Around the same time as LT6, the fourth Oldsmobile diesel appeared. GM had spread its diesel infection to front-wheel-drive vehicles. A transverse version of the LT6, the LT7 diesel was offered in introductory A bodies: Pontiac 6000, Olds Cutlass Ciera, Chevy Celebrity and Buick Century. Available from 1982 to 1985, the LT7 had a displacement of 4.3 liters and offered the same 85 horsepower and 165 torque as the LT6.

LT7 was notable in several ways, primarily for its innovative design. It was the first V6 diesel designed entirely for passenger cars. It was also a very early example of a diesel with an aluminum head. Volkswagen first used the aluminum methodology, and Mercedes-Benz followed GM with its aluminum head diesel engine in 1986. The LT7 proved largely reliable, although head failures did not occur. been unknown given the aluminum construction.

In general, V6 diesel engines were not designed with the same problems as V8 versions. Engineers had more time to prepare and test the engine, and they even used a denser bolt pattern. By the time the more reliable V6 versions arrived, however, the reputational damage had long been done.
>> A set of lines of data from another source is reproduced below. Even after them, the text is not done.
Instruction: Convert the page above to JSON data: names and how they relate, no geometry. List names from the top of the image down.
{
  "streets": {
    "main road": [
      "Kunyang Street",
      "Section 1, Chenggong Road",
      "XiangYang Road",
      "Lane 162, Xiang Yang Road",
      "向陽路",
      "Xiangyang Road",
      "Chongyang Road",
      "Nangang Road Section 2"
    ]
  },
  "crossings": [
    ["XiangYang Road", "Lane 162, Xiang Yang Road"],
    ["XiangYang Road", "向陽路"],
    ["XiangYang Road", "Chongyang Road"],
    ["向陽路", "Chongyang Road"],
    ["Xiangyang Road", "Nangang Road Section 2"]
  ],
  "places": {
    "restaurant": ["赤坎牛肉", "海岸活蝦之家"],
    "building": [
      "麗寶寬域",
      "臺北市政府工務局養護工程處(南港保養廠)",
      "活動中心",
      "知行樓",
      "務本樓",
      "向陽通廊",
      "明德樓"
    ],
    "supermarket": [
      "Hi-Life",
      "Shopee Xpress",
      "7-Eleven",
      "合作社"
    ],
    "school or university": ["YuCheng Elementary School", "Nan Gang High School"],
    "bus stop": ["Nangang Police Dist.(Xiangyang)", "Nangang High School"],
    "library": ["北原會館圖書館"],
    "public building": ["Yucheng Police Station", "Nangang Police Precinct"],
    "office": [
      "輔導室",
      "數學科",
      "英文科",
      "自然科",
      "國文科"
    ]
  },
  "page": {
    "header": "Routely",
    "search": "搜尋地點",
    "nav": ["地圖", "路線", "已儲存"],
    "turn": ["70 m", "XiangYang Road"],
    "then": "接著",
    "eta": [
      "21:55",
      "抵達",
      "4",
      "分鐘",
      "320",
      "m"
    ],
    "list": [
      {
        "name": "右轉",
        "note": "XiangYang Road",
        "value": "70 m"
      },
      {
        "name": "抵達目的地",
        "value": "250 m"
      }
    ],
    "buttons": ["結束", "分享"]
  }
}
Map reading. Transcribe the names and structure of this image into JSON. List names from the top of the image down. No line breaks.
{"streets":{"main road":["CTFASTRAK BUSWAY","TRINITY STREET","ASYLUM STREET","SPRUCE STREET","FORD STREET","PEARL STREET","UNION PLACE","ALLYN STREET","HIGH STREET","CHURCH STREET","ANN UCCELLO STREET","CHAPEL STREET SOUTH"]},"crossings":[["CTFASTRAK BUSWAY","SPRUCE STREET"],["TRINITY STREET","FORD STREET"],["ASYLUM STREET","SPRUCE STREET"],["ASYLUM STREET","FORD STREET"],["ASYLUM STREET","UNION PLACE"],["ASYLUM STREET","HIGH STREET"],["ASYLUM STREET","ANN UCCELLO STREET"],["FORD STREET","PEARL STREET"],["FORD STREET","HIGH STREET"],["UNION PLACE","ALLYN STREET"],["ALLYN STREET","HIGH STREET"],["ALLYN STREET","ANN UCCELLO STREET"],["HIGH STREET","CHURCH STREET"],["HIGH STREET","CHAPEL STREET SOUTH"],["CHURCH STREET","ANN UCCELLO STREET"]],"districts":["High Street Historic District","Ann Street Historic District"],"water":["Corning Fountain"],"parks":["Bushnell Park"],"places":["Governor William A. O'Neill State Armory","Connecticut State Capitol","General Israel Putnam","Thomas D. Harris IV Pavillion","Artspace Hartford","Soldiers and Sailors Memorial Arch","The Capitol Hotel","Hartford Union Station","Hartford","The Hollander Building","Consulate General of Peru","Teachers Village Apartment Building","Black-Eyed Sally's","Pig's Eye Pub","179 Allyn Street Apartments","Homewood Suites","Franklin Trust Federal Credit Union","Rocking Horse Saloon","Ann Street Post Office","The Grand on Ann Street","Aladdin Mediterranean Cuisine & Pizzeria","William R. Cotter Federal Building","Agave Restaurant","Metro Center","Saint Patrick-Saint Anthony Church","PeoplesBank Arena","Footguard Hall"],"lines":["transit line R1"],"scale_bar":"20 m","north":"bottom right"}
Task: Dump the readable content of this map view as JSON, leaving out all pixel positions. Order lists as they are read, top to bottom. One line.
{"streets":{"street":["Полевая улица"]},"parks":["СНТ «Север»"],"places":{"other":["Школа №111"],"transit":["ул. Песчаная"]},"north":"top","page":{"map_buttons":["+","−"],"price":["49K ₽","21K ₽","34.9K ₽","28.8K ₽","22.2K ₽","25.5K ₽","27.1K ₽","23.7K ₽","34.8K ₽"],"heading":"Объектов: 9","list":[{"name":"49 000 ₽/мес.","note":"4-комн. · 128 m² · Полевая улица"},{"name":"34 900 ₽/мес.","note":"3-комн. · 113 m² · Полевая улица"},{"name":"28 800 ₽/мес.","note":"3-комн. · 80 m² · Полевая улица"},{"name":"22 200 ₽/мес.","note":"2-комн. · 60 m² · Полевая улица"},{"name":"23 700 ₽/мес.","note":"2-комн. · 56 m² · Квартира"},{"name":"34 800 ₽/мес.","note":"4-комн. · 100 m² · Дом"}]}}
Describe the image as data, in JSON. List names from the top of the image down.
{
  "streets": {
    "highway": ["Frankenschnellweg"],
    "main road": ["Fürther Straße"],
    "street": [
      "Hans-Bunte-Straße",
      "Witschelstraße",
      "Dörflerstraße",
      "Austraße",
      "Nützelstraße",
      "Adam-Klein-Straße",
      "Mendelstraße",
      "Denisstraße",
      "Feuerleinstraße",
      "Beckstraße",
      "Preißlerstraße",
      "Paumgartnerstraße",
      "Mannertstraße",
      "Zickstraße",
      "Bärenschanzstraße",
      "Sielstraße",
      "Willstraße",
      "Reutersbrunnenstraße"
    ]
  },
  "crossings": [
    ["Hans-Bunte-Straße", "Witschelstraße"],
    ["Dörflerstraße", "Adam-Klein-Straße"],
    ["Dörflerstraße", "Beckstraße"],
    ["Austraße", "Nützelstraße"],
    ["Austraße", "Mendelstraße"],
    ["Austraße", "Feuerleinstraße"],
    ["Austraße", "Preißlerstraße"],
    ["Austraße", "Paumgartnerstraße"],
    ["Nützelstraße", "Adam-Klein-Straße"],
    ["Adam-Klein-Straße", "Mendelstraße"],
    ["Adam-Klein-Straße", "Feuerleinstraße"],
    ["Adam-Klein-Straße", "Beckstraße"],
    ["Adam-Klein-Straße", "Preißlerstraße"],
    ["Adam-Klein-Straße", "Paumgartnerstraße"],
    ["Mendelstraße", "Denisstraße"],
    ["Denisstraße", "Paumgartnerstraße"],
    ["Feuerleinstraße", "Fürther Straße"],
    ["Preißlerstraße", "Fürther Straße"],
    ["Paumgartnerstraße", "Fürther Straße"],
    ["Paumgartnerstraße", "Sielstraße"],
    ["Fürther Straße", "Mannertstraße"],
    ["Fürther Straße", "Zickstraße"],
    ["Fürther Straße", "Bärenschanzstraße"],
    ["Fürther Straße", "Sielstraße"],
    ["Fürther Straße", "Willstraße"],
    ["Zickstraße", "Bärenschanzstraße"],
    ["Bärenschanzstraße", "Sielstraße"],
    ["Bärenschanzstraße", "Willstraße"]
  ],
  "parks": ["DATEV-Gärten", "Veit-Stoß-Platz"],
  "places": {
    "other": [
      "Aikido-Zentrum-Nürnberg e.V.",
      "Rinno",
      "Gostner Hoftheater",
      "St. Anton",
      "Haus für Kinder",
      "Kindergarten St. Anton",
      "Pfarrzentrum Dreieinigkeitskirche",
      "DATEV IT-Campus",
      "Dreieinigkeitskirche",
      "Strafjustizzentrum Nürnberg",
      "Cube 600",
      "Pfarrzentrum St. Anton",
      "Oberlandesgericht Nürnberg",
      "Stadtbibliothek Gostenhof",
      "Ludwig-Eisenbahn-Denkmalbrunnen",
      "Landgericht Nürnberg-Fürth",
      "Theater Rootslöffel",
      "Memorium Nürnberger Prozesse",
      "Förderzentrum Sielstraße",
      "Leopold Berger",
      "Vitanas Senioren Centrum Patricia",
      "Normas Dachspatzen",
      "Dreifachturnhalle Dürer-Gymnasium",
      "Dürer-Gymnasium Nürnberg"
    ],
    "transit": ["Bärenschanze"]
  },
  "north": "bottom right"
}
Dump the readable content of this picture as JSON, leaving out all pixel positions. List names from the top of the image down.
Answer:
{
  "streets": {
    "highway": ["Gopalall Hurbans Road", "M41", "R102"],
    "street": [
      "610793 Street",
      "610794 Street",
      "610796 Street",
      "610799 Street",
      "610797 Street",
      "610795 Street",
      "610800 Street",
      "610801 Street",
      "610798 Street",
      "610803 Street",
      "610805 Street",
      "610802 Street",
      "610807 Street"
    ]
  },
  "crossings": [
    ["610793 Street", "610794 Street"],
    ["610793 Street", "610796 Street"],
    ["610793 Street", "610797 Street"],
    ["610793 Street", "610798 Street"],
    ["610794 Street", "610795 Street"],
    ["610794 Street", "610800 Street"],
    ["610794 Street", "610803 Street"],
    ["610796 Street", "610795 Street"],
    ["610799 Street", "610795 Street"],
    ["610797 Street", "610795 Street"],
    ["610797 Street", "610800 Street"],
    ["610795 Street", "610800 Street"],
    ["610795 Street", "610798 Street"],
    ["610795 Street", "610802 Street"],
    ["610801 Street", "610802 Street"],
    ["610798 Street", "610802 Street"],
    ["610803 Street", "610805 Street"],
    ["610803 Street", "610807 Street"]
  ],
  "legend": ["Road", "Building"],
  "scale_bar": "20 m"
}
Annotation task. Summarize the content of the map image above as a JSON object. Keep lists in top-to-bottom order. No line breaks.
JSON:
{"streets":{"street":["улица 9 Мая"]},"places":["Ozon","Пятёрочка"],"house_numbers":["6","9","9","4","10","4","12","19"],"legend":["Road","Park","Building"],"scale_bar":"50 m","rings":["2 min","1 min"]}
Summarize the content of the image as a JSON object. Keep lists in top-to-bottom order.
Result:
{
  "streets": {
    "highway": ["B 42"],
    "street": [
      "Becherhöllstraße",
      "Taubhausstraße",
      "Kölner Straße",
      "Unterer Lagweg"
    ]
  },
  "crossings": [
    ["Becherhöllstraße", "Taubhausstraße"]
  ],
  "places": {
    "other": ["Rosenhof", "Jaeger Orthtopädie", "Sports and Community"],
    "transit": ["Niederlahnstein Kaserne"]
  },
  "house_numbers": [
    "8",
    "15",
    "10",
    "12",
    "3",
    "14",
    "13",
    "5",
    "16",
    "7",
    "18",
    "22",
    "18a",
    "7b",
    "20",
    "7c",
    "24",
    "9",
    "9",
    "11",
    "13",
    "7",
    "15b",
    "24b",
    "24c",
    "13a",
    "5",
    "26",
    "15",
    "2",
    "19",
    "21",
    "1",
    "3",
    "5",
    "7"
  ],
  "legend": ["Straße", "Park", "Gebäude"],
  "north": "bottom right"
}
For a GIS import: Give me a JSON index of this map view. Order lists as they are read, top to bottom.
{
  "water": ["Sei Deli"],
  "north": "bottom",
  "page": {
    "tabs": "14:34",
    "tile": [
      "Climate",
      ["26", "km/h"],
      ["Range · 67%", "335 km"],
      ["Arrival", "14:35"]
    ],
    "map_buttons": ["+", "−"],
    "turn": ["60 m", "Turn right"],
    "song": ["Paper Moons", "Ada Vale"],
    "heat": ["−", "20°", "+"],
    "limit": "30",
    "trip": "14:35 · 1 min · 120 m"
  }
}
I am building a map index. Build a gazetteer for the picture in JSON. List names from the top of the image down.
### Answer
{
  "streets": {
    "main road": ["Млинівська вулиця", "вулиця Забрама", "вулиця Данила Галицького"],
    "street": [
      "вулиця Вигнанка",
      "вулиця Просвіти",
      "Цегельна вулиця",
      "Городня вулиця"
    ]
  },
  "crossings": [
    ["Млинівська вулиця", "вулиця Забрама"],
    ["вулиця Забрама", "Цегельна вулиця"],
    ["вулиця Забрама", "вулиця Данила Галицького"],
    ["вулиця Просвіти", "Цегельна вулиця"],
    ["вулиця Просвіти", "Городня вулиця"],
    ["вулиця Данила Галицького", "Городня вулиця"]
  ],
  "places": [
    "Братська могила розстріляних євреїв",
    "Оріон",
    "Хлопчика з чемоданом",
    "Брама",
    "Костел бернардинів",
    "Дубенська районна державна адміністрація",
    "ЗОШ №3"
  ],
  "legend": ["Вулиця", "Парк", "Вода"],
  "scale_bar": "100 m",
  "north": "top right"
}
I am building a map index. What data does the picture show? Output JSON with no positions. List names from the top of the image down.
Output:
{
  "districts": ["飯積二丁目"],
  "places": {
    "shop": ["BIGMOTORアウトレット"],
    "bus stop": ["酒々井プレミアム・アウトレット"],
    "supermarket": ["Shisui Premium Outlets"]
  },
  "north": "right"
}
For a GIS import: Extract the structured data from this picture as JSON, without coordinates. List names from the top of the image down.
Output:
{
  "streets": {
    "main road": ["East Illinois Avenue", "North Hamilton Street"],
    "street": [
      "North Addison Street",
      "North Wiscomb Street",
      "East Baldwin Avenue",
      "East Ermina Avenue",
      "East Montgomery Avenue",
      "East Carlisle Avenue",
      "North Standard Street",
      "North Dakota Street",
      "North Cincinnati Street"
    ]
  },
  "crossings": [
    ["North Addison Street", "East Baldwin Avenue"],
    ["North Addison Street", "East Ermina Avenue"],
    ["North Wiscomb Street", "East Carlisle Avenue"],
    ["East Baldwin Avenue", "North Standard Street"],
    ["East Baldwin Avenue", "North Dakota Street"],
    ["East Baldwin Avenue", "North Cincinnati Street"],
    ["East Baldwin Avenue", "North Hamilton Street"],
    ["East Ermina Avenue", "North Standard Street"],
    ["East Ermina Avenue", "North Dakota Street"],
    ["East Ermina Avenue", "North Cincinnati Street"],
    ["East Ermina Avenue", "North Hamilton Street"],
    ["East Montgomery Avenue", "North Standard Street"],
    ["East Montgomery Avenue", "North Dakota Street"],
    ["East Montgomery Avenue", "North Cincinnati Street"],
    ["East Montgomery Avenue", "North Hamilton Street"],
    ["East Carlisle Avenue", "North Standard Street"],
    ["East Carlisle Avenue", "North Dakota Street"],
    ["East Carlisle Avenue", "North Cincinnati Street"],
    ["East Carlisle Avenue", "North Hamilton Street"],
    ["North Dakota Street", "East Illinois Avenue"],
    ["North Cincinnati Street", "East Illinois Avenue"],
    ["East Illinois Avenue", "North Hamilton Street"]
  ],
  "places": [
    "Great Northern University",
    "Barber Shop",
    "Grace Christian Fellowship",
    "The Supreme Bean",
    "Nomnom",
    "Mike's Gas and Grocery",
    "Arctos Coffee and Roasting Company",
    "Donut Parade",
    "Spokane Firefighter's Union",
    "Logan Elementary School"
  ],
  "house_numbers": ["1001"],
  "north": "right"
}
Still, the diesel was worth one more attempt, surely. For 1985, a new version of the 4.3 liter V6 appeared. Its scope was limited to new C bodies from Buick, Cadillac and Oldsmobile. Reduced and sad cars used the LS2. The LS2 and LT7 both disappeared in 1985, as General Motors moved away from passenger car diesel engines for a time. The company briefly used Isuzu’s 1.8 diesel in the Chevette and Pontiac 1000 for the truly economy-conscious consumer. They sold 588 and dropped the engine option.

During its three trips, GM sold hundreds of thousands of diesel-equipped cars, and almost none of them were running properly. The debacle did significant damage to the image of diesel engines in the United States, a reputation that arguably never recovered. In the end, GM paid $62 million to 194,000 customers. This figure is consistent with what was published by the Federal Trade Commission, which was not up to the mark. We will come back to the Cadillac V8s in part IV.